Does this mean that the CI config cannot be checked into some sort of version control? That was one of my biggest issues with Jenkins. Someone would change something somewhere and suddenly my builds would fail, and even if I track down what setting is causing the problem, I have no idea why it was changed, who changed it, what will happen if I put it back, or even what it's previous value is.
Additionally, it made duplicating a given workflow an extremely tedious, manual process.
Vespene is pretty new so a lot of things are up for grabs. Pipelines were implemented in about a day, so the potential to make rapid upgrades is pretty big.
This is a JSON file, and it can define what pipeline a project is part of, and what stage it is in that pipeline.

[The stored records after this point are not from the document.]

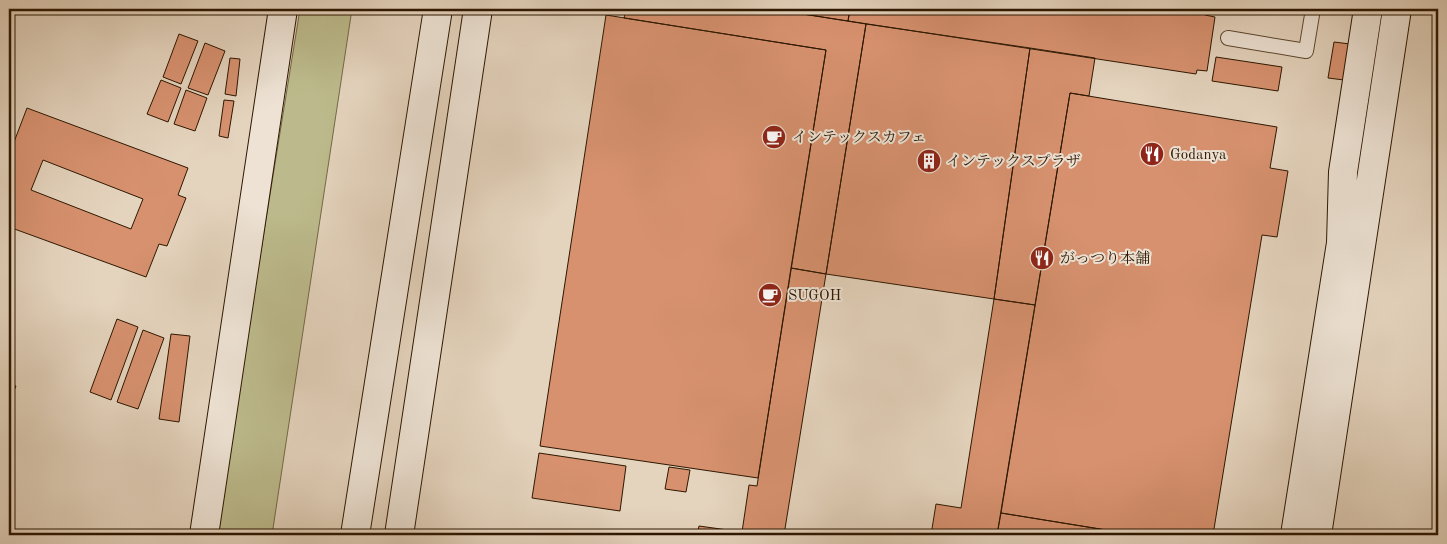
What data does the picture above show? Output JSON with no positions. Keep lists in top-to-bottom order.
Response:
{
  "places": {
    "cafe": ["インテックスカフェ", "SUGOH"],
    "restaurant": ["Godanya", "がっつり本舗"],
    "building": ["インテックスプラザ"]
  }
}
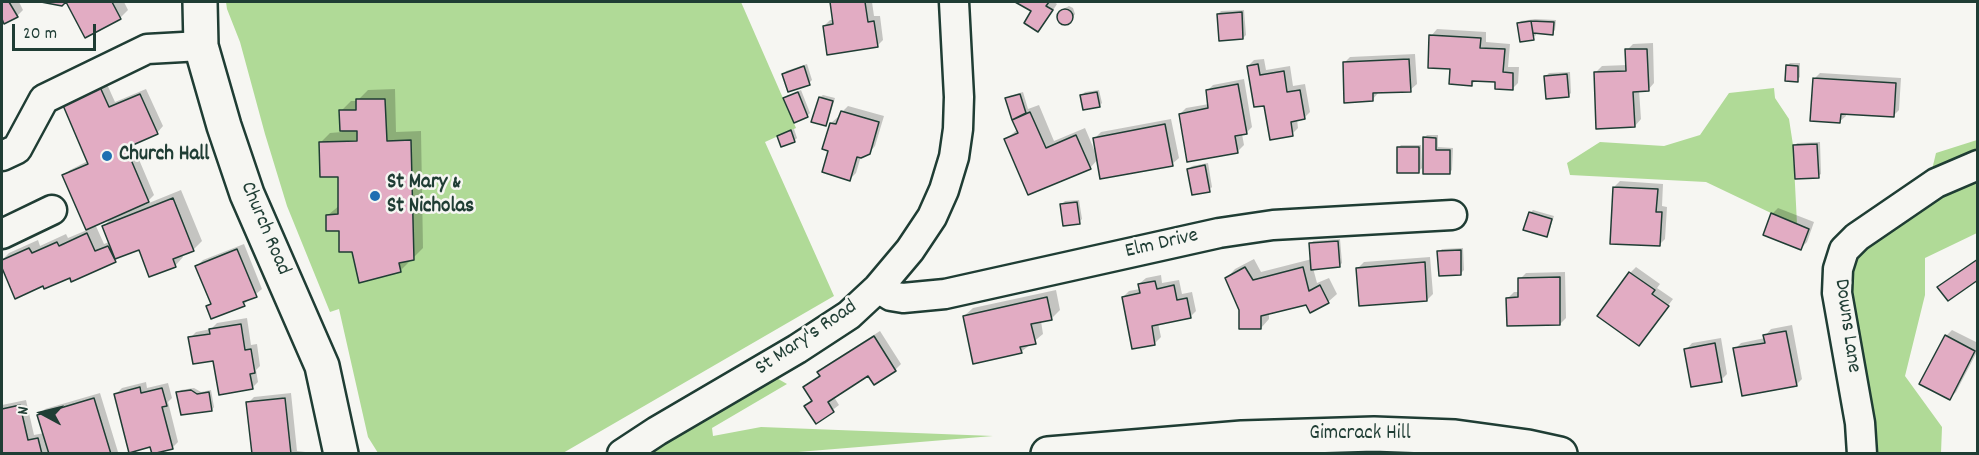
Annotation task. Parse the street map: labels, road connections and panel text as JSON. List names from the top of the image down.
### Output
{
  "streets": {
    "main road": ["Church Road", "Gimcrack Hill"],
    "street": ["Elm Drive", "Downs Lane", "St Mary's Road"]
  },
  "crossings": [
    ["Elm Drive", "St Mary's Road"]
  ],
  "places": ["Church Hall", "St Mary & St Nicholas"],
  "scale_bar": "20 m",
  "north": "left"
}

So it's like "this project is part of the analytics pipeline, and it is part of the deployment stage".
But you still have to make the analytics pipeline in the GUI right now. This means that you have to say (and this is all) the analytics pipeline has the following stages in order: A, B, C, and then D.
I think it's quite possible to have the definition OF the analytics pipeline in the vespene.json too, but it's a bit of a question of which one wins if there are conflicting definitions.
If you want to stop by talk.vespene.io this would be a great thing to bounce ideas around on!
Yes and those are great when the people managing the Jenkins server are willing to install those plugins and get everyone to rewrite their stuff to use that. They did that eventually install that at $WORK, but they have a bunch of configuration for it for various libraries, which they make backwards-incompatible changes to without warning.
Fortunately, we're mostly moving to GitLab CI which doesn't have most of this bullshit.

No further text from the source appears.